Discussions at ISO and Speculation of Each Developed Country

ISO's Technical Committee 207 (ISO-TC207) is credited with a number of achievements in developing the ISO14000 series of standards on environmental management. Following the adoption of the UNFCCC/Marrakech Accords, the committee in June 2002 established a new working group (WG5) on greenhouse gas measurement.

In its fundamental mission, the WG5 is similar to the Clean Development Mechanism Executive Board - a supervisory organ for the implementation of CDM project under the Kyoto Protocol, on which RIETI Chairman Sozaburo Okamatsu serves as vice chairman - with a certain degree of redundancy between the two organs. But the WG5 was created with the assent of the overwhelming majority of technical committee members, including the U.S. As to why this is, I learned the following in discussions with representatives from other countries at a recent plenary meeting of the ISO-TC207WG5 in Berlin.

1) Implementation of domestic measures by countries that have ratified the Kyoto Protocol
The Kyoto Protocol provides for no penalty provisions. Nevertheless, each ratifying county commits itself to achieving its designated quantitative emission reduction target. In this regard, it is necessary to coordinate policies internationally with respect to how respective countries will achieve their targets through taxation and regulatory schemes, what specific domestic measures should be implemented to ensure such schemes will generate the intended results, and how strict compliance measures should be. Britain, the Netherlands, and North European countries (Norway, Sweden, Denmark, and Finland) have already implemented taxation and other domestic measures to control greenhouse gas emissions at the corporate level. Further measures, including emission rights trading, have been introduced in Britain and Denmark. But if respective governments are to design all necessary institutional arrangements on their own, it will take too much time and policy discords may arise among countries. It is thus strongly acknowledged that operational rules in implementing and certifying policy measures should be established by nongovernmental international organizations in a unified manner.

Regulations hitherto introduced in European nations are not necessarily consistent with the reality or customary business practices of multinational companies. Nor are these regulations entirely consistent with each other. The European business community is gravely concerned of the future course of debates on climate change abatement measures under governments' initiatives.

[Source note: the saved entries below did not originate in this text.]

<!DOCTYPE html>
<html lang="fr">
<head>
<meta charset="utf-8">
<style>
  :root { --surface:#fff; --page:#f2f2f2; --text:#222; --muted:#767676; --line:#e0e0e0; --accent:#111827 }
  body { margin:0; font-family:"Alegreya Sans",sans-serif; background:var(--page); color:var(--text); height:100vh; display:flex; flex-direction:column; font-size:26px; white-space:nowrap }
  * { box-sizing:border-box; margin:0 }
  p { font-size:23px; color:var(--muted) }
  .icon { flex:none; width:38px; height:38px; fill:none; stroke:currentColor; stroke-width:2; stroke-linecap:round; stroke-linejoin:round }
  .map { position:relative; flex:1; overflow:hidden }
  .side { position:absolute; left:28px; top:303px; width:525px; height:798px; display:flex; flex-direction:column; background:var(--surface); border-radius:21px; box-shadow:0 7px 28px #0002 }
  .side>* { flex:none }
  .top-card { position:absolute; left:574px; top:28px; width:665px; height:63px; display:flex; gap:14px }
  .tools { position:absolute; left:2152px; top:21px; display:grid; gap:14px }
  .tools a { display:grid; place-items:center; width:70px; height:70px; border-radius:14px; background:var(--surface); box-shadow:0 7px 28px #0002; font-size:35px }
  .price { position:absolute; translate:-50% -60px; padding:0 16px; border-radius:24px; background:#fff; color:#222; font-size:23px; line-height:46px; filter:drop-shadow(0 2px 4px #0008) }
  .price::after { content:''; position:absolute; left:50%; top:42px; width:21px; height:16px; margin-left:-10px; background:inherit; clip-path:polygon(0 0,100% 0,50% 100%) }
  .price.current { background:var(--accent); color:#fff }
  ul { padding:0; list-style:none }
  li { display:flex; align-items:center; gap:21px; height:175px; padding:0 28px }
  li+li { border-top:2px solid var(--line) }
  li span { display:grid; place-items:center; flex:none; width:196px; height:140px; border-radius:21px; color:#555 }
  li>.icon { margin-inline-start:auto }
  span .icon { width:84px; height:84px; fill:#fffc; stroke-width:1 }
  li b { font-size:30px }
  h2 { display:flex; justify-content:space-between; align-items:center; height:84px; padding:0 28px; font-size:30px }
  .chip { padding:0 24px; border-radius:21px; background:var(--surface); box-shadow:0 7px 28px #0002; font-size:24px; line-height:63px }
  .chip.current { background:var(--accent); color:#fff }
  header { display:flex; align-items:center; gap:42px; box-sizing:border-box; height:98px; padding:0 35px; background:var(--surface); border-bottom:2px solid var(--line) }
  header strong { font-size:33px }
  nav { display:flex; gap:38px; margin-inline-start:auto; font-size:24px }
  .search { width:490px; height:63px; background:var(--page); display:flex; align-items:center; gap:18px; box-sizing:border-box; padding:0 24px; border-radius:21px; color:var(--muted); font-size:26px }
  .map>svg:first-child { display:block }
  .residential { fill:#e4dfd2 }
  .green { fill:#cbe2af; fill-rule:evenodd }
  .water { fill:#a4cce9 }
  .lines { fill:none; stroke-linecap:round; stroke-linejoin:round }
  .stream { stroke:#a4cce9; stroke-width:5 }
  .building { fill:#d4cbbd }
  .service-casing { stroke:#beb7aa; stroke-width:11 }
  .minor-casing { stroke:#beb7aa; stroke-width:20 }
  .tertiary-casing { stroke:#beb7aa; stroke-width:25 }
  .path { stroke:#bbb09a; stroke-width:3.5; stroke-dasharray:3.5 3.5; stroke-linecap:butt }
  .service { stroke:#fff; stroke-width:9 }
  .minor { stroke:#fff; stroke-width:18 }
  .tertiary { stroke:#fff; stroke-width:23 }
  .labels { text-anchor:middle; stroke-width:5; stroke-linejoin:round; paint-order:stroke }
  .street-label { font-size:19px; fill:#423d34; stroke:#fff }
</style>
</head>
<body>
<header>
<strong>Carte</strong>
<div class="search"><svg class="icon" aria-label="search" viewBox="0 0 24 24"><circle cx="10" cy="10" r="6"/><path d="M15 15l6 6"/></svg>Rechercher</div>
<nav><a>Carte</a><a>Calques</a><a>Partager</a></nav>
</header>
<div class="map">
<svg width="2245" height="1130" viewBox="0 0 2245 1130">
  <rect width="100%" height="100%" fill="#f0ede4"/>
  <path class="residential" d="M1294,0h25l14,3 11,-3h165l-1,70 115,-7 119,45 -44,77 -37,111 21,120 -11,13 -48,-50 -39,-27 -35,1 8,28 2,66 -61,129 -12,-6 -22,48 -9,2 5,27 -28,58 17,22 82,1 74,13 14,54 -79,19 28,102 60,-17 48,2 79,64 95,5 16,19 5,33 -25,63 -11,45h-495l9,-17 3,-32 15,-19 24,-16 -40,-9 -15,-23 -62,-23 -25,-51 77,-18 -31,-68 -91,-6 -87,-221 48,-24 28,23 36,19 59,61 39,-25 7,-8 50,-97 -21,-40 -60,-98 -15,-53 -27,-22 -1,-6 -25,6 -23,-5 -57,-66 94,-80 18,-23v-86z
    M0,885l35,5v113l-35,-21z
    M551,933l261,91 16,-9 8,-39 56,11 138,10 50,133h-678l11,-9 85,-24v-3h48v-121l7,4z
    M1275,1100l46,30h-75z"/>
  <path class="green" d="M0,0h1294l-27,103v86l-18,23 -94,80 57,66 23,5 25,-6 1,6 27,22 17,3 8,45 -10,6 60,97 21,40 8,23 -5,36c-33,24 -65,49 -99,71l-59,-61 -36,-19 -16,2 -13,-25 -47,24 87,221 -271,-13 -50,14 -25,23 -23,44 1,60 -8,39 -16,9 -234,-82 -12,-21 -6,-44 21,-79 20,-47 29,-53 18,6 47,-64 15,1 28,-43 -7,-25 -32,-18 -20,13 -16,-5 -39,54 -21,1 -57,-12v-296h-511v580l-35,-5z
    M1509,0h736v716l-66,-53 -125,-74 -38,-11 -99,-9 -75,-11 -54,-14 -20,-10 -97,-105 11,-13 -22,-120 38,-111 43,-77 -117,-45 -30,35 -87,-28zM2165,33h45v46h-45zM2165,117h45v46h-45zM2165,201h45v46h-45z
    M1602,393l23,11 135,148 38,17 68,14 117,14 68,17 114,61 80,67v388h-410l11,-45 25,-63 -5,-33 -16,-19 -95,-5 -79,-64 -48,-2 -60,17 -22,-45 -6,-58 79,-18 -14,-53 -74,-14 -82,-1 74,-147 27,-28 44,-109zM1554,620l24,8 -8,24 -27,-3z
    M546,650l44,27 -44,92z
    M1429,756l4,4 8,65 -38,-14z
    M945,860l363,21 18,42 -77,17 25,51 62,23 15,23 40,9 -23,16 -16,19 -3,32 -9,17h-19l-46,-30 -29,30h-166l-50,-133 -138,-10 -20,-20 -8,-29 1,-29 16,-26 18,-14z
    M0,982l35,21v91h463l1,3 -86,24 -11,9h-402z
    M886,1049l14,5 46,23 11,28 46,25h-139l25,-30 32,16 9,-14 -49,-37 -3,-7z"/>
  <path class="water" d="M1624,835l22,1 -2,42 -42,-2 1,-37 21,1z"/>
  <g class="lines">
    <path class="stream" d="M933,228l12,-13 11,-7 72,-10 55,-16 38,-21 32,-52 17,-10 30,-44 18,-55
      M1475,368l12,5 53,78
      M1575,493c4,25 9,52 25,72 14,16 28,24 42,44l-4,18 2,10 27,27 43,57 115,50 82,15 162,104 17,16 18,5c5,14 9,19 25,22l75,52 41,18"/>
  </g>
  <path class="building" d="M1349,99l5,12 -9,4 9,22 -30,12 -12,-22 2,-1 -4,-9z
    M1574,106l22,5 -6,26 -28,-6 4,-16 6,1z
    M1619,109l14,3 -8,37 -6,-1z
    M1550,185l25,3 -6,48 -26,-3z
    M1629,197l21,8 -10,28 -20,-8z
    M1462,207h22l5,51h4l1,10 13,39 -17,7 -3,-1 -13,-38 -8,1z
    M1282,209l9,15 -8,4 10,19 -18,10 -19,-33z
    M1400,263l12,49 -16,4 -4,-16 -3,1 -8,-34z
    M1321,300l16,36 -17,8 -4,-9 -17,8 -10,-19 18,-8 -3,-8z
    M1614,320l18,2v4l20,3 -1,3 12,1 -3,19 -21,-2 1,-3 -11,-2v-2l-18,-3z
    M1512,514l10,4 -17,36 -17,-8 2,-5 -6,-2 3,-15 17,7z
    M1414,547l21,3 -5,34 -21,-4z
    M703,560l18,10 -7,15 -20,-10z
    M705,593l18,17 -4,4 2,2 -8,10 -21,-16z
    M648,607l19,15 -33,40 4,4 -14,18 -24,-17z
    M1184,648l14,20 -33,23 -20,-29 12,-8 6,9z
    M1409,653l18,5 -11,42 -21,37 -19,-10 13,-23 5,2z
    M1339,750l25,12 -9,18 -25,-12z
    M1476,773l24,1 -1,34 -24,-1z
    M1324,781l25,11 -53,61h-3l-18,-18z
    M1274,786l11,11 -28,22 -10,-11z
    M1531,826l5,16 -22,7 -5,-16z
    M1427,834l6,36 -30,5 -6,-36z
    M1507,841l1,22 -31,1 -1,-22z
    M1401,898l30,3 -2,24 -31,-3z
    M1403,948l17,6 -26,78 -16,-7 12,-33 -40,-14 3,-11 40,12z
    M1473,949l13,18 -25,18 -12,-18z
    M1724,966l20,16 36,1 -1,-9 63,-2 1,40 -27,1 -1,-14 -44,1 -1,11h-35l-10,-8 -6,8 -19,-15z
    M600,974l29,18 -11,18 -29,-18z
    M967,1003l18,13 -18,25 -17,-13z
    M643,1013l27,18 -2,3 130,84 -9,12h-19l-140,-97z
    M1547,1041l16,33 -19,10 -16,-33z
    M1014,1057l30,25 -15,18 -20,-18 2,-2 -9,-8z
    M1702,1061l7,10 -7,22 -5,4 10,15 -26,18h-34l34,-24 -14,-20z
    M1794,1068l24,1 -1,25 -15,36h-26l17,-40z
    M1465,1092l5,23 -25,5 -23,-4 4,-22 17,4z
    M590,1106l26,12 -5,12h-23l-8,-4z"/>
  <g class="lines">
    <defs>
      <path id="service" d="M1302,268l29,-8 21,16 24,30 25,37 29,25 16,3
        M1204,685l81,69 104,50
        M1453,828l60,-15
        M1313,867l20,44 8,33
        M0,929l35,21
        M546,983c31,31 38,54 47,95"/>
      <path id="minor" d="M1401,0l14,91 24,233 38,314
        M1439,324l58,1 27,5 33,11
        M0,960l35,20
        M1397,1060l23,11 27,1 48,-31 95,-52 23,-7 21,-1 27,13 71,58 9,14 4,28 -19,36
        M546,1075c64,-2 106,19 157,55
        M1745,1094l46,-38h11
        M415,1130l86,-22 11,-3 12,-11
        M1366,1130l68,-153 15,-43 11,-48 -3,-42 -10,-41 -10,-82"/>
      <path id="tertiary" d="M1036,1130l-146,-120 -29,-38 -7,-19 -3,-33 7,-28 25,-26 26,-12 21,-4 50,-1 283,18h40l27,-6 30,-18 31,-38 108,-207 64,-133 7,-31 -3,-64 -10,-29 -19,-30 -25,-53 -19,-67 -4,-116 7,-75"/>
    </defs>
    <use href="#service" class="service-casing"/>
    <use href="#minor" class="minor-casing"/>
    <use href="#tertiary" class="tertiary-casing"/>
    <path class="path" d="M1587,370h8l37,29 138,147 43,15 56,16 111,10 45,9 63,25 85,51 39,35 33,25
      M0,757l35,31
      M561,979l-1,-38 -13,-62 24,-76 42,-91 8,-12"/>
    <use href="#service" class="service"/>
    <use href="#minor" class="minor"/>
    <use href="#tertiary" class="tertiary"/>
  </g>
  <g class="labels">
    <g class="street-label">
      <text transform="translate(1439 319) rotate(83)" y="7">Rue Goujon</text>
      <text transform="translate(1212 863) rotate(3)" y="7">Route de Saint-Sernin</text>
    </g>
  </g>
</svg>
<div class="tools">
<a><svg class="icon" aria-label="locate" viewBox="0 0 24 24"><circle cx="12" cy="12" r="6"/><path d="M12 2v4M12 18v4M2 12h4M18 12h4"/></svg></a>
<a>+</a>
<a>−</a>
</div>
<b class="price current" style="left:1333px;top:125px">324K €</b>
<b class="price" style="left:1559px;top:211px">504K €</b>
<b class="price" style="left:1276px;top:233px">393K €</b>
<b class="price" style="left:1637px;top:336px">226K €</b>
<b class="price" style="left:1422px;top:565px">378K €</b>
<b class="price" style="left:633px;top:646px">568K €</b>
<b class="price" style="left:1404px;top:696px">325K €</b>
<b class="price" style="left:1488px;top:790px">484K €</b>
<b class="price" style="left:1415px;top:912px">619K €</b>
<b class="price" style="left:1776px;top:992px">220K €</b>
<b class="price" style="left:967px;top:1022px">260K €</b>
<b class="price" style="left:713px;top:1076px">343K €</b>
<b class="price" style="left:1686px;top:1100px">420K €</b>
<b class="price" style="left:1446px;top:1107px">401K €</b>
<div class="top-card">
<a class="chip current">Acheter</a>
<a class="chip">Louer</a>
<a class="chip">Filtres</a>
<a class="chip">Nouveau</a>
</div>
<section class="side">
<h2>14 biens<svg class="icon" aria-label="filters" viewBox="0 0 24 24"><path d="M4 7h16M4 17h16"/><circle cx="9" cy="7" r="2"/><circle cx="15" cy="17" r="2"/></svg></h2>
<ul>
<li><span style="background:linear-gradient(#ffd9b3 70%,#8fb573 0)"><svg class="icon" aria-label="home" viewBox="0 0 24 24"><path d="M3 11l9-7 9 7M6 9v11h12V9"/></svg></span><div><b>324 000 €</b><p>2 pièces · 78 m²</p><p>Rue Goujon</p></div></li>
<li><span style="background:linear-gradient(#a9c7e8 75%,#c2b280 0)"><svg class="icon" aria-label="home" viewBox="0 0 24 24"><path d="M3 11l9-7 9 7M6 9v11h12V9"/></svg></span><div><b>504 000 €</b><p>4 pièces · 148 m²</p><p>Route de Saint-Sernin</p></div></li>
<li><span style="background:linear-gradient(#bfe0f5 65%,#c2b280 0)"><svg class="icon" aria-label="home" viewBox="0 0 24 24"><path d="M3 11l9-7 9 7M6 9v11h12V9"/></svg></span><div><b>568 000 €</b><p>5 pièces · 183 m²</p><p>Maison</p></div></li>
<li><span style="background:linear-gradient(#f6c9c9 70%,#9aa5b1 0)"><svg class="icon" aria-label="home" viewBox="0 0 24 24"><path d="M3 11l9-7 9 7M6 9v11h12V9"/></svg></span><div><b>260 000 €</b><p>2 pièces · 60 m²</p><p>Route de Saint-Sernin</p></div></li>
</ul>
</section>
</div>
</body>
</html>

2) Substantive implementation of the UNFCCC and the Kyoto Protocol
The Marrakech Accords, which set rules for the implementation of the UNFCCC and the Kyoto Protocol, is the child of political compromise, authored by diplomats as a memorandum. But in actually operating under the rules, private sectors must take substantial supplementary measures and it is necessary to decide how they should cope with this challenge. The ratifying countries in Europe generally lack detailed rules concerning the implementation and certification of projects, as required under the Marrakech Accords. The prevailing view within the EU business community at the moment is that investment in greenhouse gas reduction projects entails too much risk. For instance, de minimus levels of greenhouse gas emissions, a threshold level below which emissions would be deemed negligible in measurements of greenhouse gases, and specific methods of handling statistical estimates and marginal errors have yet to be established. These points pose a major obstacle in implementing actual projects.

3) Measures taken by the U.S. and other UNFCCC member countries that withdrew from the Kyoto Protocol
The U.S. and some other UNFCCC member countries that have dropped out of the Kyoto Protocol have begun groping for initiatives based on their own ideas. To evaluate such initiatives, an internationally-agreed upon criteria needs be created. In the U.S., private sector companies have implemented a number of vanguard AIJ projects since 1992, producing tangible results not only in the U.S., but in Central and South American regions.

Debates on the Kyoto Protocol virtually ignored all these efforts, producing a political settlement in which the U.S. broke away from the protocol. But calls have grown from within the private sector to re-evaluate such vanguard projects in a new light, free of the atmosphere of political manipulation. The protocol includes forests but no other forms of sinks - ecosystems that can absorb or remove greenhouse gases from the atmosphere - in CDM. Likewise, large-scale hydroelectric projects are not considered to be CDM activities. It is quite clear now that an extremely strong backlash resulted from the exclusion of such non-forest sinks and hydroelectric projects, despite U.S. industry officials' enthusiastic presentation on the actual results and scientific evidence on relevant AIJ projects, in CDM under the Kyoto Protocol, due to the excessive insistence of EU countries on the domestic measures principle.

New Trend at ISO and Emerging Possibility of Reintegrating Global Efforts

For now, the ISO-TC207WG5 is becoming the "point of contact" or "melting pot" of all these contentious issues, presenting a microcosm of world trends concerning climate change from the Marrakech Accords onward. The private sectors in every country concerned feel urgently compelled by the need to reintegrate the hitherto-split global community from a purely technical perspective, apart from differences in political methodologies. Coordination among representatives from various countries is already underway. In the recent plenary meeting in Berlin, it was confirmed that private sectors should cooperate in efforts toward the early establishment of "universal standards" that remain applicable despite differences in political systems.

The ISO-TC207WG5's task is to study and standardize the following: (1) the definitions of terminologies concerning concrete measures to reduce emissions and increase sinks to be carried out under various initiatives, including the Kyoto Protocol and the new Global Climate Change Initiatives of the U.S.; (2) the methodologies of emissions measurement; and (3) certification method and procedures. These efforts are intended to provide a "technical foundation" that will set a new stage for countries across the world to discuss emission reduction measures, using a common measurement basis. The ongoing discussions at the working group may become the moving force of a new current toward debates in and after the second commitment period of the protocol. Thanks to efforts by Keio University Professor Mitsutsune Yamaguchi and others, Japan is now playing a core role, serving as a coordinator for two ad hoc groups of the ISO-TC207WG5, namely, the AHG2, responsible for issues related to project measurement, and the AHG5, a small group responsible for drafting standards. Many people in Japan believe that the Kyoto Protocol is the only feasible global policy for meeting the challenge of climate changes. As an individual closely involved in the relevant negotiations, I find such this perception too one-sided. I believe that current efforts at the ISO-TC207WG5 will undoubtedly offer up a real solution to breaking the current impasse in the global community. Japan must not settle for merely political solutions to these issues. It must also strive for progress in the technical arena to help reintegrate global efforts under the initiative of private sectors, seeking the support and cooperation of all concerned parties in Japan.